*What this task involves*.
Pick out each line below containing "lineWidth".
┌─ Material supplied
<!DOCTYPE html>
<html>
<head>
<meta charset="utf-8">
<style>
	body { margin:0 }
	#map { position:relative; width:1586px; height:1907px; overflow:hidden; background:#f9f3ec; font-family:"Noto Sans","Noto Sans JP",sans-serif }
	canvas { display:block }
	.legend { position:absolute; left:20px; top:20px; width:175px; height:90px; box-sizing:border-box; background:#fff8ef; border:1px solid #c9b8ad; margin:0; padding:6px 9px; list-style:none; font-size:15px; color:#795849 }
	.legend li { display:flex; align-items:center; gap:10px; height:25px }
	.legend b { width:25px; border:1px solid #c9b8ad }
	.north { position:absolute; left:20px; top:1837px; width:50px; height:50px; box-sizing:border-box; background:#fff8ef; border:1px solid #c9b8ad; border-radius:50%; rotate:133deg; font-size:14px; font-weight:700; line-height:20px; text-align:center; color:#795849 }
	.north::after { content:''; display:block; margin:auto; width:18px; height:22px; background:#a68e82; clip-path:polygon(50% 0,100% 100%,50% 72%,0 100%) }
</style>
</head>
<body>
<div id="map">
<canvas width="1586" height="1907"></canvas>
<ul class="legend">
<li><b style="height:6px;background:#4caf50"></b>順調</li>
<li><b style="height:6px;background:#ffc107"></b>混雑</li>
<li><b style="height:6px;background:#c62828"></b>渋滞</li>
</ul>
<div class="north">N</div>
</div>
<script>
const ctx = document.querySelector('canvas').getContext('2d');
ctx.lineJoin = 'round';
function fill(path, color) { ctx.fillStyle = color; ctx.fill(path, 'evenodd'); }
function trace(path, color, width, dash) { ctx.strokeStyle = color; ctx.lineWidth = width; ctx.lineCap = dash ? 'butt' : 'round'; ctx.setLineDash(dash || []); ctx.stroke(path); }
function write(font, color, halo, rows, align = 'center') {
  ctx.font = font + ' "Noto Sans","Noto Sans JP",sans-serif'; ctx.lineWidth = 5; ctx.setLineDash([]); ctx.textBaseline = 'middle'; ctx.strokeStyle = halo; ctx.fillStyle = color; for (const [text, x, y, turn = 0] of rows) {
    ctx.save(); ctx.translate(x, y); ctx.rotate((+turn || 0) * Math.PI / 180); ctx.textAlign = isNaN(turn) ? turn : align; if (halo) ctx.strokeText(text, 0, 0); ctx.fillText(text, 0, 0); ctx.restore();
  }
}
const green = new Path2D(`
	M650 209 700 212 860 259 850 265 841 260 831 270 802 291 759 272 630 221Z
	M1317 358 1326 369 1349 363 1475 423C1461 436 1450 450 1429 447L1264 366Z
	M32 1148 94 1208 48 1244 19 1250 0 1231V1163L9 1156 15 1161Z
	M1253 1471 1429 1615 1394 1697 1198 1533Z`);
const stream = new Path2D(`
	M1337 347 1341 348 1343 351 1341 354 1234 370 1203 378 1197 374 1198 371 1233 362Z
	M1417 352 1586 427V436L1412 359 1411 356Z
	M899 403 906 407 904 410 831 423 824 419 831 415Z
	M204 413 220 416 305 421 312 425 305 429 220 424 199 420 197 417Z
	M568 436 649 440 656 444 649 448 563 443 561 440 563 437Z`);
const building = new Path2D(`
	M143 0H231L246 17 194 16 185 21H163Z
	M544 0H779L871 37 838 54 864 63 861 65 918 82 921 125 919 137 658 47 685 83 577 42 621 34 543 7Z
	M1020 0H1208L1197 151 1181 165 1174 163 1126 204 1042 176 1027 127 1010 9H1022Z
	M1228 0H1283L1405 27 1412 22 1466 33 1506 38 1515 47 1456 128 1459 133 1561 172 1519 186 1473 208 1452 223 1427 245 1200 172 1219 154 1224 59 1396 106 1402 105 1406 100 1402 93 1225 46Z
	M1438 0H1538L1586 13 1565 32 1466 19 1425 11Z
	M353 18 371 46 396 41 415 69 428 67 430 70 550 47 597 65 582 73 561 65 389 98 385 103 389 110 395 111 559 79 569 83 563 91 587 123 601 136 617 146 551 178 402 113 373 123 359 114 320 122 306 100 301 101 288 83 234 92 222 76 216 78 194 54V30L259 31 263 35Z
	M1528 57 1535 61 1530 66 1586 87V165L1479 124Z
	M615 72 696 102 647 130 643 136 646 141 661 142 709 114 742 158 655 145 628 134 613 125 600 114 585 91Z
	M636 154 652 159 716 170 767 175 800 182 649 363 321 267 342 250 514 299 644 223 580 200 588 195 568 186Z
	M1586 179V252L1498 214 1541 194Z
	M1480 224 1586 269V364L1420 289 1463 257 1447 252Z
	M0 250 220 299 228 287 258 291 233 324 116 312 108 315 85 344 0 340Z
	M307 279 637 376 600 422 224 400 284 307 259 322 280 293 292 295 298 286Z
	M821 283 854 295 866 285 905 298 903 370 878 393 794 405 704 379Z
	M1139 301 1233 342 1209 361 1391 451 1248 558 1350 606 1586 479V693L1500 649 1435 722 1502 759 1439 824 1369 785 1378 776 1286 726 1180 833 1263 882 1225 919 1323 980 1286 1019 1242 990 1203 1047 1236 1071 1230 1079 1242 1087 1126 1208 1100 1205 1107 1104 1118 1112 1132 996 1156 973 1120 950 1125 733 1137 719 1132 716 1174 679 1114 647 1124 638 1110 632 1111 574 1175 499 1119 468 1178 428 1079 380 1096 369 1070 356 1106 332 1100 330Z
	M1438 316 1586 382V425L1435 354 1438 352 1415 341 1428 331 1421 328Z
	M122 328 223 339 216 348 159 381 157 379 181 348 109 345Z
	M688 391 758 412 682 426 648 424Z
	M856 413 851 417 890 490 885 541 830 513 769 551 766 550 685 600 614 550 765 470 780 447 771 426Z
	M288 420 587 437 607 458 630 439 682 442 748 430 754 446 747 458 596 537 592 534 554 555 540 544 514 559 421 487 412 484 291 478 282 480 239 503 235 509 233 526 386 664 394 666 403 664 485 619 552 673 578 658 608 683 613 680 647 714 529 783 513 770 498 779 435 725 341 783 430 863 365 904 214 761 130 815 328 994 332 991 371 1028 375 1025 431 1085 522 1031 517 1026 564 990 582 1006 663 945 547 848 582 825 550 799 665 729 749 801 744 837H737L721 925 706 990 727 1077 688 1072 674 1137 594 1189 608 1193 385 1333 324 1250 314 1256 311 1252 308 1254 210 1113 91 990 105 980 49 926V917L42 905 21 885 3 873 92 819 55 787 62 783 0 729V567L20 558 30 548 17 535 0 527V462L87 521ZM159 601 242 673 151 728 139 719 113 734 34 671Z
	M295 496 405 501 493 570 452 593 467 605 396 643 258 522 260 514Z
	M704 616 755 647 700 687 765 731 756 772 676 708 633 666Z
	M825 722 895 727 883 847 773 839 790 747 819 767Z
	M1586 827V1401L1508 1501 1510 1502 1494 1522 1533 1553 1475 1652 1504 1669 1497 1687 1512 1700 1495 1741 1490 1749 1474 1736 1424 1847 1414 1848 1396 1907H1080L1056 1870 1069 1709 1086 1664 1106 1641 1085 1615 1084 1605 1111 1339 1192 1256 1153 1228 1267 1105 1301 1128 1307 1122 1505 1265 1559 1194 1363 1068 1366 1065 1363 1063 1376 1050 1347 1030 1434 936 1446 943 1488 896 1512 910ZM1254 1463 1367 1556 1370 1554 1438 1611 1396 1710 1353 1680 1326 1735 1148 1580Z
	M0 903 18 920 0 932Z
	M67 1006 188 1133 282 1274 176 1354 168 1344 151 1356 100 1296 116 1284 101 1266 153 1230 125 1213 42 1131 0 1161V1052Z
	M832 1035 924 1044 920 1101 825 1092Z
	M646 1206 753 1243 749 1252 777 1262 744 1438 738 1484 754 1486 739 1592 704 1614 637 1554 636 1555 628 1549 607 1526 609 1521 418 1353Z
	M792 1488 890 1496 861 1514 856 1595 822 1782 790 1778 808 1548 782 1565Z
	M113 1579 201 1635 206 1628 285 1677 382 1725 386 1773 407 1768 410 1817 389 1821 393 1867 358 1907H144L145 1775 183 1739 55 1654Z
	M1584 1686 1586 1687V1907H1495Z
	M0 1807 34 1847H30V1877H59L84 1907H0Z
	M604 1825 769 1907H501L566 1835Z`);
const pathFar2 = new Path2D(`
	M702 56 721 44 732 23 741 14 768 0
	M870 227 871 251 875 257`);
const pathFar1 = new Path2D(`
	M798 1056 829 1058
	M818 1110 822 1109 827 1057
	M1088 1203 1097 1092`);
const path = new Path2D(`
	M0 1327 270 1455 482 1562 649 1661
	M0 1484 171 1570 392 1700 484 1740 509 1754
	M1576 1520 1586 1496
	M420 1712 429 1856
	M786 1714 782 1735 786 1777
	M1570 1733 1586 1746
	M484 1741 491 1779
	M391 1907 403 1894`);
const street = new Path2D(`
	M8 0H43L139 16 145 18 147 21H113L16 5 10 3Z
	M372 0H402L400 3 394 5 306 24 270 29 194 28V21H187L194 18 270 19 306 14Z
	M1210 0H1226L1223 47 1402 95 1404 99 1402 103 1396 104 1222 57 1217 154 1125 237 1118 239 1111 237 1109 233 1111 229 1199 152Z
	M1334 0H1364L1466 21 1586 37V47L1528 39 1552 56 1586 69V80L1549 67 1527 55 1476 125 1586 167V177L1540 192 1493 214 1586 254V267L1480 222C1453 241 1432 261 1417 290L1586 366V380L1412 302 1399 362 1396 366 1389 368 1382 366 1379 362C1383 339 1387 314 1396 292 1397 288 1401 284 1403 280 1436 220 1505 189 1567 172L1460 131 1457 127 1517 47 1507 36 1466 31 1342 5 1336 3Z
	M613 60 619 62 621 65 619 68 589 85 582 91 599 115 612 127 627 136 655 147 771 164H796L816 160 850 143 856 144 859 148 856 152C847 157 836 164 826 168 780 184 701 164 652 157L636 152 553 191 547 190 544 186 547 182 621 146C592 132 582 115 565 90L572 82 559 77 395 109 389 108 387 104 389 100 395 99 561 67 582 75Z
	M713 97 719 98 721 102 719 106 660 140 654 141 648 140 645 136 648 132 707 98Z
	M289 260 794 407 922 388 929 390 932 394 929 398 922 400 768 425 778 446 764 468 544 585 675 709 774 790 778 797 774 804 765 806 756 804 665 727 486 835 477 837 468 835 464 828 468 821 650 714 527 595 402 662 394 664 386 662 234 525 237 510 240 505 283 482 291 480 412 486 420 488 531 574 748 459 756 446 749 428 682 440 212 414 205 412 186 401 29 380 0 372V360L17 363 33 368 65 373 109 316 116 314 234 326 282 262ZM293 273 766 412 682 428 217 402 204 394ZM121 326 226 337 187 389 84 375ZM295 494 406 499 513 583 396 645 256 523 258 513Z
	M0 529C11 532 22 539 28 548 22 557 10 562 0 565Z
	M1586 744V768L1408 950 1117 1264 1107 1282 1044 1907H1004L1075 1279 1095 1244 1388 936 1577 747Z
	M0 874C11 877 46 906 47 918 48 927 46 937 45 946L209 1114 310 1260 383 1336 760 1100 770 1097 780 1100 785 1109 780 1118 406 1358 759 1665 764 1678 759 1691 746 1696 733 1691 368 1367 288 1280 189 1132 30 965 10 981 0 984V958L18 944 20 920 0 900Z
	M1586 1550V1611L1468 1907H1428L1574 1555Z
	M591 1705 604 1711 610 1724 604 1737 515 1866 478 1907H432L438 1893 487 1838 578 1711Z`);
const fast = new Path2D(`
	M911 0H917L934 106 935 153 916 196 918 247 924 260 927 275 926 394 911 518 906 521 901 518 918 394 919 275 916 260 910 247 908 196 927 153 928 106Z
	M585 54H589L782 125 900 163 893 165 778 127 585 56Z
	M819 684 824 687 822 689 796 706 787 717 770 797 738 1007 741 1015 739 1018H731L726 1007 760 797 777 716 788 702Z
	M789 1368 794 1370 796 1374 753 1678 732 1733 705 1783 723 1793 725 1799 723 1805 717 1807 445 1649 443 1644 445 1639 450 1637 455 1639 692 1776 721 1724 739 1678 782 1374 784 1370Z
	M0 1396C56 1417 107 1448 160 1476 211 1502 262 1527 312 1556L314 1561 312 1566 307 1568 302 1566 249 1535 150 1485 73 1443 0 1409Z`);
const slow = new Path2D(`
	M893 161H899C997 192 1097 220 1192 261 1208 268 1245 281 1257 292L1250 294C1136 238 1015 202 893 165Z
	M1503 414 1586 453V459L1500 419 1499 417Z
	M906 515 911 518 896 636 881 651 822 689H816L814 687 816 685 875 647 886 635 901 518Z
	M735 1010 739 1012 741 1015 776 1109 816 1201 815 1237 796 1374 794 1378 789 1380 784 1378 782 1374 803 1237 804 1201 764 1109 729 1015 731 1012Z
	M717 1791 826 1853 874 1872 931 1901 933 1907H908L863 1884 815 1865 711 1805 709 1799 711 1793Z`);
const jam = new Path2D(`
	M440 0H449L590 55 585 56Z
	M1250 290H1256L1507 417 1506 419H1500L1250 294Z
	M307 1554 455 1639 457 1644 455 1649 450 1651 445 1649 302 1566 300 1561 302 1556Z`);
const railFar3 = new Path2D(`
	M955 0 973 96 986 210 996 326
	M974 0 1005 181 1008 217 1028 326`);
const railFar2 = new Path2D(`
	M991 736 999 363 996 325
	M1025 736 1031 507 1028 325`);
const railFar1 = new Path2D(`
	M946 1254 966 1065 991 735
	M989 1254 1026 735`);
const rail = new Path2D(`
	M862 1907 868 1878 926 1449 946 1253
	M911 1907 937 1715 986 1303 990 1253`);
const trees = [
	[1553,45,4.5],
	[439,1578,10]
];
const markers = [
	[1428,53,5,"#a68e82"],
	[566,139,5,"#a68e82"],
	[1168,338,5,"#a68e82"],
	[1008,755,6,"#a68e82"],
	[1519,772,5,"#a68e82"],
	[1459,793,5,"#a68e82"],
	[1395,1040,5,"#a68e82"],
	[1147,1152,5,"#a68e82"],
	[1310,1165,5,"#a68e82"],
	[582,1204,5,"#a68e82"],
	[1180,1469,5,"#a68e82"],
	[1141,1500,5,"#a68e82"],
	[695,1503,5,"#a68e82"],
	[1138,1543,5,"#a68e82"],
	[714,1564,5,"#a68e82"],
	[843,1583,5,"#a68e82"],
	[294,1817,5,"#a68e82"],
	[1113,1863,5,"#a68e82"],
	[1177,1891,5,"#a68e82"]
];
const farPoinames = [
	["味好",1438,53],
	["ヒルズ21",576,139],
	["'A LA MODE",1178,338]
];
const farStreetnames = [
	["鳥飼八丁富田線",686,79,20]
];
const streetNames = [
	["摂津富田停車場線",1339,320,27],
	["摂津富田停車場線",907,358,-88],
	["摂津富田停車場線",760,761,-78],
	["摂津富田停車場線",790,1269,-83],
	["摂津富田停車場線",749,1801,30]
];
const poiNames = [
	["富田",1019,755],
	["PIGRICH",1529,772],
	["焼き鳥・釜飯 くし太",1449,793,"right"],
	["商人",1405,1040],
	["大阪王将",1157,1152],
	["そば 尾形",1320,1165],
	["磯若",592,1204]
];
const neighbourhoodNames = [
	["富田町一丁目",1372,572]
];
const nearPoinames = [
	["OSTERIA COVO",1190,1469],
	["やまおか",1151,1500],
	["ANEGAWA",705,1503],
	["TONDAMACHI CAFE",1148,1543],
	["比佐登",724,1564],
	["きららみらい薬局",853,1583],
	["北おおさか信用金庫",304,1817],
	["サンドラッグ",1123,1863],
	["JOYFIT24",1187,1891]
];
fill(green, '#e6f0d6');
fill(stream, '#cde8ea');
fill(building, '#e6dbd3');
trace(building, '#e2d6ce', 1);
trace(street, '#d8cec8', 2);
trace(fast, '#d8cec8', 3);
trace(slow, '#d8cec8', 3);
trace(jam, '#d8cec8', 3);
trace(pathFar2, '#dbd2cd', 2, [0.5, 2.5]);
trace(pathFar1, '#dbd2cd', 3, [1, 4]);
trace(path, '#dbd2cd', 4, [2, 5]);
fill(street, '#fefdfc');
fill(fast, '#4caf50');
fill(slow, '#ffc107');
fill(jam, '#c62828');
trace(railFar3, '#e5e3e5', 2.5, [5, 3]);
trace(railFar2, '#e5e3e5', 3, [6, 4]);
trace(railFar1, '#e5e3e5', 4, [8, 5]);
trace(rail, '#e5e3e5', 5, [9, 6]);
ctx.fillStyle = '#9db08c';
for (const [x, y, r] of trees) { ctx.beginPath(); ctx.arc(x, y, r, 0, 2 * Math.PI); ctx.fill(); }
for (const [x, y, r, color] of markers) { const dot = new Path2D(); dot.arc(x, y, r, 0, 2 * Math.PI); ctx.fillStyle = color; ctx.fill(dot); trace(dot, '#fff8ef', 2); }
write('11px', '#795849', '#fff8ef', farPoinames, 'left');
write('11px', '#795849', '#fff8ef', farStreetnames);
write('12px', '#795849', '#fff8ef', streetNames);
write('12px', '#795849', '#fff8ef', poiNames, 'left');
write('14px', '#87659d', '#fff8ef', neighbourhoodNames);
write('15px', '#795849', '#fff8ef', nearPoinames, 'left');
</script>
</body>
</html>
└─
*Result for this exercise*.
function trace(path, color, width, dash) { ctx.strokeStyle = color; ctx.lineWidth = width; ctx.lineCap = dash ? 'butt' : 'round'; ctx.setLineDash(dash || []); ctx.stroke(path); }
  ctx.font = font + ' "Noto Sans","Noto Sans JP",sans-serif'; ctx.lineWidth = 5; ctx.setLineDash([]); ctx.textBaseline = 'middle'; ctx.strokeStyle = halo; ctx.fillStyle = color; for (const [text, x, y, turn = 0] of rows) {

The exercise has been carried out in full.